## Task directions
Omit the pictures and print exactly the lines of the listing below, starting at the first and ending at the line containing "filter:drop-shadow(2px 0 #b5c2ba)".

## Task data
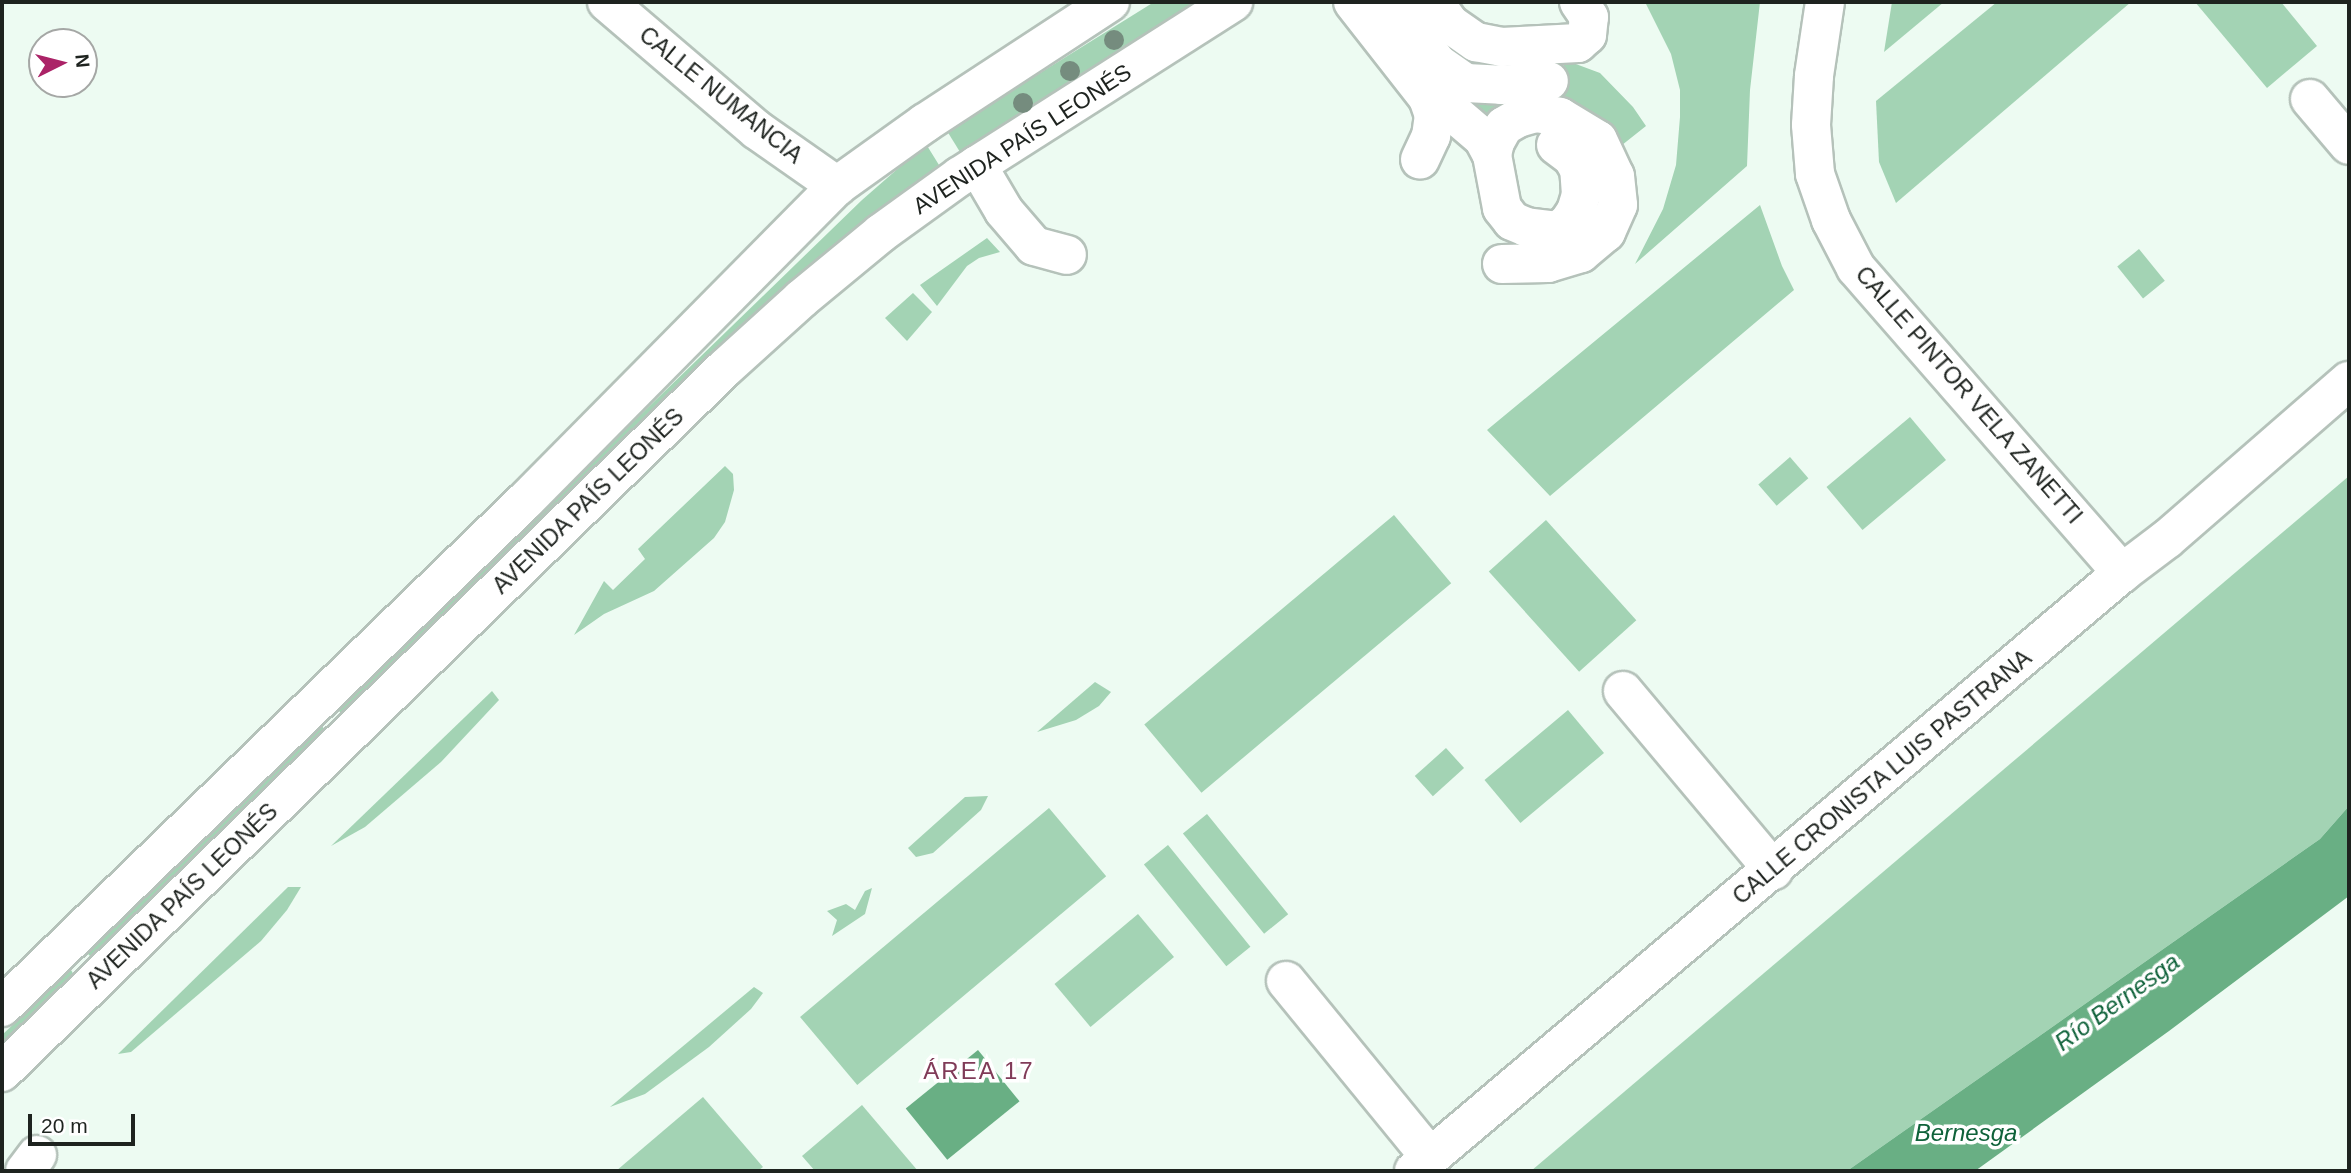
<!DOCTYPE html>
<html>
<head>
<meta charset="utf-8">
<style>
  body { margin:0 }
  #map { position:relative; width:2351px; height:1173px; overflow:hidden; background:#edfbf2; font-family:Arial,sans-serif }
  div>[style] { position:absolute }
  .green>* { inset:0; background:#a3d3b4; transform-origin:0 0 }
  .water>* { inset:0; background:#69af84; transform-origin:0 0 }
  .roads { filter:drop-shadow(2px 0 #b5c2ba) drop-shadow(-2px 0 #b5c2ba) drop-shadow(0 2px #b5c2ba) drop-shadow(0 -2px #b5c2ba) }
  .minor>* { height:38px; margin:-19px; padding:0 19px; transform-origin:19px; border-radius:19px; background:#fff }
  .trees>* { width:20px; height:20px; margin:-10px; border-radius:50%; background:#758c7e }
  span { translate:-50% -50%; white-space:nowrap; text-align:center; line-height:1.15; -webkit-text-stroke:7px #fff; paint-order:stroke }
  .street-label { font-size:23px; color:#1e231f }
  .water-label { font-size:24px; color:#0f623a; font-style:italic }
  .neighbourhood-label { font-size:24px; color:#803b58; letter-spacing:2px }
  .frame { position:absolute; inset:0; border:4px solid #1e231f; pointer-events:none }
  .north { position:absolute; left:28px; top:28px; width:70px; height:70px; box-sizing:border-box; background:#fff; border:2px solid #a5a7a5; border-radius:50%; rotate:84deg; font-size:19px; font-weight:700; line-height:28px; text-align:center; color:#1e231f }
  .north::after { content:''; display:block; margin:auto; width:24px; height:32px; background:#ab2367; clip-path:polygon(50% 0,100% 100%,50% 72%,0 100%) }
  .scale { position:absolute; left:28px; top:1114px; width:107px; height:32px; box-sizing:border-box; border:4px solid #1e231f; border-top:0; padding-left:9px; font-size:21px; line-height:24px; white-space:nowrap; color:#1e231f; -webkit-text-stroke:5px #fff; paint-order:stroke }
</style>
</head>
<body>
<div id="map">
  <div class="green">
    <i style="clip-path:polygon(1154px 2px,1196px 2px,960px 152px,947px 131px)"></i>
    <i style="clip-path:polygon(1645px 2px,1760px 2px,1750px 90px,1747px 166px,1635px 264px,1663px 209px,1676px 165px,1680px 117px,1680px 90px,1671px 54px)"></i>
    <i style="clip-path:polygon(1892px 2px,1944px 2px,1884px 52px)"></i>
    <i style="clip-path:polygon(1997px 2px,2131px 2px,1896px 203px,1879px 162px,1876px 101px)"></i>
    <i style="clip-path:polygon(2195px 2px,2281px 2px,2317px 46px,2267px 88px)"></i>
    <i style="clip-path:polygon(1565px 60px,1600px 73px,1633px 107px,1646px 126px,1617px 149px,1603px 132px,1489px 128px,1462px 97px,1558px 95px)"></i>
    <i style="clip-path:polygon(926px 144px,939px 165px,822px 255px,749px 319px,343px 715px,337px 709px,862px 200px)"></i>
    <i style="clip-path:polygon(1760px 205px,1782px 266px,1794px 290px,1550px 496px,1487px 430px)"></i>
    <i style="clip-path:polygon(987px 238px,1000px 252px,979px 258px,967px 266px,937px 306px,920px 285px)"></i>
    <i style="left:2139px;top:249px;width:41px;height:28px;rotate:51deg"></i>
    <i style="clip-path:polygon(913px 293px,932px 312px,907px 341px,885px 318px)"></i>
    <i style="left:1910px;top:417px;width:56px;height:109px;rotate:50deg"></i>
    <i style="left:1790px;top:457px;width:28px;height:42px;rotate:49deg"></i>
    <i style="clip-path:polygon(725px 466px,733px 474px,734px 490px,725px 522px,714px 538px,654px 591px,604px 614px,574px 635px,604px 581px,613px 590px,645px 559px,638px 549px)"></i>
    <i style="clip-path:polygon(2349px 476px,2349px 806px,2320px 839px,1847px 1171px,1531px 1171px)"></i>
    <i style="left:1394px;top:515px;width:89px;height:326px;rotate:50deg"></i>
    <i style="left:1546px;top:520px;width:135px;height:77px;rotate:48deg"></i>
    <i style="clip-path:polygon(1095px 682px,1111px 692px,1099px 706px,1076px 720px,1037px 732px)"></i>
    <i style="clip-path:polygon(492px 691px,499px 700px,441px 762px,365px 827px,331px 846px)"></i>
    <i style="left:1568px;top:710px;width:56px;height:109px;rotate:50deg"></i>
    <i style="clip-path:polygon(321px 725px,327px 732px,92px 958px,87px 953px)"></i>
    <i style="left:1446px;top:748px;width:27px;height:42px;rotate:48deg"></i>
    <i style="clip-path:polygon(988px 796px,981px 810px,933px 853px,916px 857px,908px 848px,965px 797px)"></i>
    <i style="left:1049px;top:808px;width:89px;height:325px;rotate:50deg"></i>
    <i style="left:1207px;top:814px;width:129px;height:31px;rotate:51deg"></i>
    <i style="left:1168px;top:845px;width:131px;height:31px;rotate:51deg"></i>
    <i style="clip-path:polygon(288px 887px,301px 887px,287px 910px,261px 941px,131px 1052px,118px 1054px)"></i>
    <i style="clip-path:polygon(872px 888px,865px 914px,832px 936px,837px 920px,827px 911px,846px 904px,855px 910px,865px 891px)"></i>
    <i style="left:1138px;top:914px;width:56px;height:109px;rotate:50deg"></i>
    <i style="clip-path:polygon(71px 970px,74px 975px,2px 1044px,2px 1035px)"></i>
    <i style="clip-path:polygon(754px 987px,763px 993px,751px 1009px,709px 1047px,645px 1094px,610px 1107px)"></i>
    <i style="clip-path:polygon(703px 1097px,763px 1167px,758px 1171px,616px 1171px)"></i>
    <i style="clip-path:polygon(862px 1105px,918px 1171px,815px 1171px,802px 1156px)"></i>
  </div>
  <div class="water">
    <i style="clip-path:polygon(2349px 806px,2349px 896px,2169px 1031px,1975px 1171px,1847px 1171px,2320px 839px)"></i>
    <i style="left:978px;top:1050px;width:66px;height:93px;rotate:51deg"></i>
  </div>
  <div class="roads">
    <div class="minor">
      <i style="left:607px;top:2px;width:197px;rotate:40.5deg"></i>
      <i style="left:757px;top:130px;width:98px;rotate:35deg"></i>
      <i style="left:1353px;top:2px;width:122px;rotate:52deg"></i>
      <i style="left:1428px;top:98px;width:18px;rotate:71deg"></i>
      <i style="left:1434px;top:115px;width:21px;rotate:98deg"></i>
      <i style="left:1431px;top:136px;width:26px;rotate:115deg"></i>
      <i style="left:1393px;top:2px;width:75px;rotate:54.2deg"></i>
      <i style="left:1437px;top:63px;width:35px;rotate:35deg"></i>
      <i style="left:1466px;top:83px;width:35px;rotate:3deg"></i>
      <i style="left:1501px;top:85px;width:48px;rotate:-4.8deg"></i>
      <i style="left:1434px;top:2px;width:27px;rotate:54deg"></i>
      <i style="left:1450px;top:24px;width:32px;rotate:35deg"></i>
      <i style="left:1476px;top:42px;width:26px;rotate:11deg"></i>
      <i style="left:1502px;top:47px;width:76px;rotate:-3deg"></i>
      <i style="left:1578px;top:43px;width:12px;rotate:-42deg"></i>
      <i style="left:1587px;top:35px;width:18px;rotate:-84deg"></i>
      <i style="left:1589px;top:17px;width:18px;rotate:-124deg"></i>
      <i style="left:1825px;top:2px;width:75px;rotate:98.5deg"></i>
      <i style="left:1814px;top:76px;width:49px;rotate:93.5deg"></i>
      <i style="left:1811px;top:125px;width:49px;rotate:85.3deg"></i>
      <i style="left:1815px;top:174px;width:49px;rotate:70.8deg"></i>
      <i style="left:1831px;top:220px;width:54px;rotate:62.5deg"></i>
      <i style="left:1856px;top:268px;width:405px;rotate:48.9deg"></i>
      <i style="left:1428px;top:98px;width:24px;rotate:28deg"></i>
      <i style="left:1449px;top:109px;width:45px;rotate:40.5deg"></i>
      <i style="left:1483px;top:138px;width:19px;rotate:62deg"></i>
      <i style="left:1492px;top:155px;width:54px;rotate:79.3deg"></i>
      <i style="left:1502px;top:208px;width:16px;rotate:52deg"></i>
      <i style="left:1512px;top:221px;width:15px;rotate:23deg"></i>
      <i style="left:1526px;top:227px;width:31px;rotate:7deg"></i>
      <i style="left:1557px;top:231px;width:14px;rotate:-36deg"></i>
      <i style="left:1568px;top:223px;width:14px;rotate:-56deg"></i>
      <i style="left:1576px;top:211px;width:17px;rotate:-73deg"></i>
      <i style="left:1581px;top:195px;width:26px;rotate:-94deg"></i>
      <i style="left:1579px;top:169px;width:14px;rotate:-120deg"></i>
      <i style="left:1572px;top:157px;width:20px;rotate:-143deg"></i>
      <i style="left:2310px;top:99px;width:60px;rotate:49.7deg"></i>
      <i style="left:1492px;top:155px;width:13px;rotate:-77deg"></i>
      <i style="left:1495px;top:142px;width:18px;rotate:-61deg"></i>
      <i style="left:1504px;top:126px;width:16px;rotate:-30deg"></i>
      <i style="left:1518px;top:118px;width:19px;rotate:-16deg"></i>
      <i style="left:1536px;top:113px;width:24px;rotate:9deg"></i>
      <i style="left:1560px;top:117px;width:44px;rotate:31.2deg"></i>
      <i style="left:1598px;top:140px;width:40px;rotate:65deg"></i>
      <i style="left:1615px;top:176px;width:29px;rotate:84deg"></i>
      <i style="left:1618px;top:205px;width:30px;rotate:114deg"></i>
      <i style="left:1606px;top:232px;width:33px;rotate:140deg"></i>
      <i style="left:1581px;top:253px;width:34px;rotate:163deg"></i>
      <i style="left:1548px;top:263px;width:46px;rotate:178.8deg"></i>
      <i style="left:977px;top:165px;width:53px;rotate:59.6deg"></i>
      <i style="left:1004px;top:211px;width:46px;rotate:49.4deg"></i>
      <i style="left:1034px;top:246px;width:34px;rotate:15deg"></i>
      <i style="left:1623px;top:691px;width:234px;rotate:50deg"></i>
      <i style="left:1286px;top:981px;width:227px;rotate:50.7deg"></i>
      <i style="left:2px;top:1007px;width:729px;rotate:-44.06deg"></i>
      <i style="left:526px;top:500px;width:442px;rotate:-45.3deg"></i>
      <i style="left:837px;top:186px;width:108px;rotate:-35.6deg"></i>
      <i style="left:925px;top:123px;width:221px;rotate:-33.2deg"></i>
      <i style="left:2px;top:1072px;width:1009px;rotate:-44.24deg"></i>
      <i style="left:725px;top:368px;width:103px;rotate:-42.2deg"></i>
      <i style="left:801px;top:299px;width:104px;rotate:-39.5deg"></i>
      <i style="left:881px;top:233px;width:97px;rotate:-35.8deg"></i>
      <i style="left:960px;top:176px;width:324px;rotate:-32.5deg"></i>
      <i style="left:25px;top:1171px;width:20px;rotate:-53deg"></i>
      <i style="left:1414px;top:1171px;width:927px;rotate:-40.19deg"></i>
      <i style="left:2122px;top:573px;width:56px;rotate:-37.1deg"></i>
      <i style="left:2167px;top:539px;width:241px;rotate:-41deg"></i>
    </div>
  </div>
  <div class="trees">
    <i style="left:1114px;top:40px"></i>
    <i style="left:1070px;top:71px"></i>
    <i style="left:1023px;top:103px"></i>
  </div>
  <div class="street-label">
    <span style="left:721px;top:95px;rotate:39deg">CALLE NUMANCIA</span>
    <span style="left:1022px;top:139px;rotate:-33deg">AVENIDA PAÍS LEONÉS</span>
    <span style="left:1969px;top:395px;rotate:49deg">CALLE PINTOR VELA ZANETTI</span>
    <span style="left:588px;top:501px;rotate:-44deg">AVENIDA PAÍS LEONÉS</span>
    <span style="left:1882px;top:777px;rotate:-40deg">CALLE CRONISTA LUIS PASTRANA</span>
    <span style="left:182px;top:896px;rotate:-44deg">AVENIDA PAÍS LEONÉS</span>
  </div>
  <div class="water-label">
    <span style="left:2117px;top:1002px;rotate:-36deg">Río Bernesga</span>
    <span style="left:1966px;top:1133px">Bernesga</span>
  </div>
  <div class="neighbourhood-label">
    <span style="left:979px;top:1071px">ÁREA 17</span>
  </div>
  <div class="frame"></div>
  <div class="north">N</div>
  <div class="scale">20 m</div>
</div>
</body>
</html>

## Your solution
<!DOCTYPE html>
<html>
<head>
<meta charset="utf-8">
<style>
  body { margin:0 }
  #map { position:relative; width:2351px; height:1173px; overflow:hidden; background:#edfbf2; font-family:Arial,sans-serif }
  div>[style] { position:absolute }
  .green>* { inset:0; background:#a3d3b4; transform-origin:0 0 }
  .water>* { inset:0; background:#69af84; transform-origin:0 0 }
  .roads { filter:drop-shadow(2px 0 #b5c2ba) drop-shadow(-2px 0 #b5c2ba) drop-shadow(0 2px #b5c2ba) drop-shadow(0 -2px #b5c2ba) }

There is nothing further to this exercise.